#### MATERIAL SHOWN

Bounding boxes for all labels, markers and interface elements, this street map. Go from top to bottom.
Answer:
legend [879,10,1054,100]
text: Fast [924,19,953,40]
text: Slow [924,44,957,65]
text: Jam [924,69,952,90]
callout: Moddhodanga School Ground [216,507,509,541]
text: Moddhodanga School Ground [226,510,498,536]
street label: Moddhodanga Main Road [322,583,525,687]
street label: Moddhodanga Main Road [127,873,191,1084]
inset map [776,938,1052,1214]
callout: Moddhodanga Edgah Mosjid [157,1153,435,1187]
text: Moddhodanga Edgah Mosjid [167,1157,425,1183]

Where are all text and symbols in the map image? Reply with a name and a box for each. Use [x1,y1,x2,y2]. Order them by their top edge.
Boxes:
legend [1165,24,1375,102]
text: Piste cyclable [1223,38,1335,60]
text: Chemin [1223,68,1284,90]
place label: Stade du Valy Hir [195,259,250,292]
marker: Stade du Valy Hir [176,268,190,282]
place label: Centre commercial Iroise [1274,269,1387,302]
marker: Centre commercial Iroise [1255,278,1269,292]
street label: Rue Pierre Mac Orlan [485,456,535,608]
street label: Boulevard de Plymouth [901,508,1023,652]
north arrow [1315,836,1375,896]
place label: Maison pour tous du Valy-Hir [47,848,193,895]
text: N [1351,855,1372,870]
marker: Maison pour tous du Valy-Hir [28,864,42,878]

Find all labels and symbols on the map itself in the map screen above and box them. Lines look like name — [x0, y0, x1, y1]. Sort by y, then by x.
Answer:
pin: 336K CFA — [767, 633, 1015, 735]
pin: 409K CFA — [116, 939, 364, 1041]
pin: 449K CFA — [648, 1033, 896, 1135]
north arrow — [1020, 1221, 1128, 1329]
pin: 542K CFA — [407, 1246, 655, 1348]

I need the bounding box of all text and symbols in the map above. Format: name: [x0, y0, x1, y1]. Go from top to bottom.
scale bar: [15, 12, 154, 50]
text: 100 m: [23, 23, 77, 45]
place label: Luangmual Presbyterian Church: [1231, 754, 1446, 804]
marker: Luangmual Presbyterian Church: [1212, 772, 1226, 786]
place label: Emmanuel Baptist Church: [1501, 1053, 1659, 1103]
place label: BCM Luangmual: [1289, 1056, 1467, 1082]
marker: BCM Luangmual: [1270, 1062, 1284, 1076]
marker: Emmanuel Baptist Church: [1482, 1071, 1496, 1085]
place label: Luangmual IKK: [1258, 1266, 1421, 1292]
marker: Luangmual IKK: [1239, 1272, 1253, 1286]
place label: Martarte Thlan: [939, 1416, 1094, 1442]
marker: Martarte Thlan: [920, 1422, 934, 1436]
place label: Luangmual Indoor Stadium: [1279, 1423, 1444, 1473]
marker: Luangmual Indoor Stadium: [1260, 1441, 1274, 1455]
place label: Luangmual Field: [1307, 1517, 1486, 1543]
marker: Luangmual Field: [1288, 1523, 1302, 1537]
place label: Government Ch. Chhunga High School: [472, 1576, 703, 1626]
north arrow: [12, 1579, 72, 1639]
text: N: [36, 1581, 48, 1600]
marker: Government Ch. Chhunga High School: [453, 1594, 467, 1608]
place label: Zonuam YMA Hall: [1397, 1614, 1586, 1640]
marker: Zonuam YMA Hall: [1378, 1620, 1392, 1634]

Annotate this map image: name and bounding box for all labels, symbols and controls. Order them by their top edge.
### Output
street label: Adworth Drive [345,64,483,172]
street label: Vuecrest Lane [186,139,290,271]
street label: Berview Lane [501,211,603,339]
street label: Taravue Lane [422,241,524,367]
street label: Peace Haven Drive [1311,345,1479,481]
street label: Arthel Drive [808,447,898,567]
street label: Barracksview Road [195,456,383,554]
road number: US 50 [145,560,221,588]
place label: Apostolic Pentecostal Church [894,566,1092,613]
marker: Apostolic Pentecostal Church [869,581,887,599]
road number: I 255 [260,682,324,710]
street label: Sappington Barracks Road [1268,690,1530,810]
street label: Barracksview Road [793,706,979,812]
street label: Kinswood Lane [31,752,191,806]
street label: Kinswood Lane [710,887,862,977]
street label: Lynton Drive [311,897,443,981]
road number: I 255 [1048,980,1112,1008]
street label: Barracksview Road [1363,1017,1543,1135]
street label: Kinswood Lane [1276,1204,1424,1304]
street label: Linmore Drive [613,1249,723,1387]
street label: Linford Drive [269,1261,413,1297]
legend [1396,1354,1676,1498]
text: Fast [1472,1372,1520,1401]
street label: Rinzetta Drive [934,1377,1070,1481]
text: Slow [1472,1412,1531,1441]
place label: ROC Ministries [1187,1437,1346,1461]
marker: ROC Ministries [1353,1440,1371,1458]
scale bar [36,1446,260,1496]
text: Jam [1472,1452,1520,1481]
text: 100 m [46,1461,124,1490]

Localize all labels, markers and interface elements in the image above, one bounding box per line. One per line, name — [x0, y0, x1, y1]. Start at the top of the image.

########

■ WHAT YOU ARE ASKED TO DO ■
All lines that hold the word "labels" should be copied from the data.

■ ANSWER SECTION ■
Bounding boxes for all labels, markers and interface elements, this street map. Go from top to bottom.
Find all labels and symbols on the map itself in the map screen above and box them. Lines look like name — [x0, y0, x1, y1]. Sort by y, then by x.
Annotate this map image: name and bounding box for all labels, symbols and controls. Order them by their top edge.
Localize all labels, markers and interface elements in the image above, one bounding box per line. One per line, name — [x0, y0, x1, y1]. Start at the top of the image.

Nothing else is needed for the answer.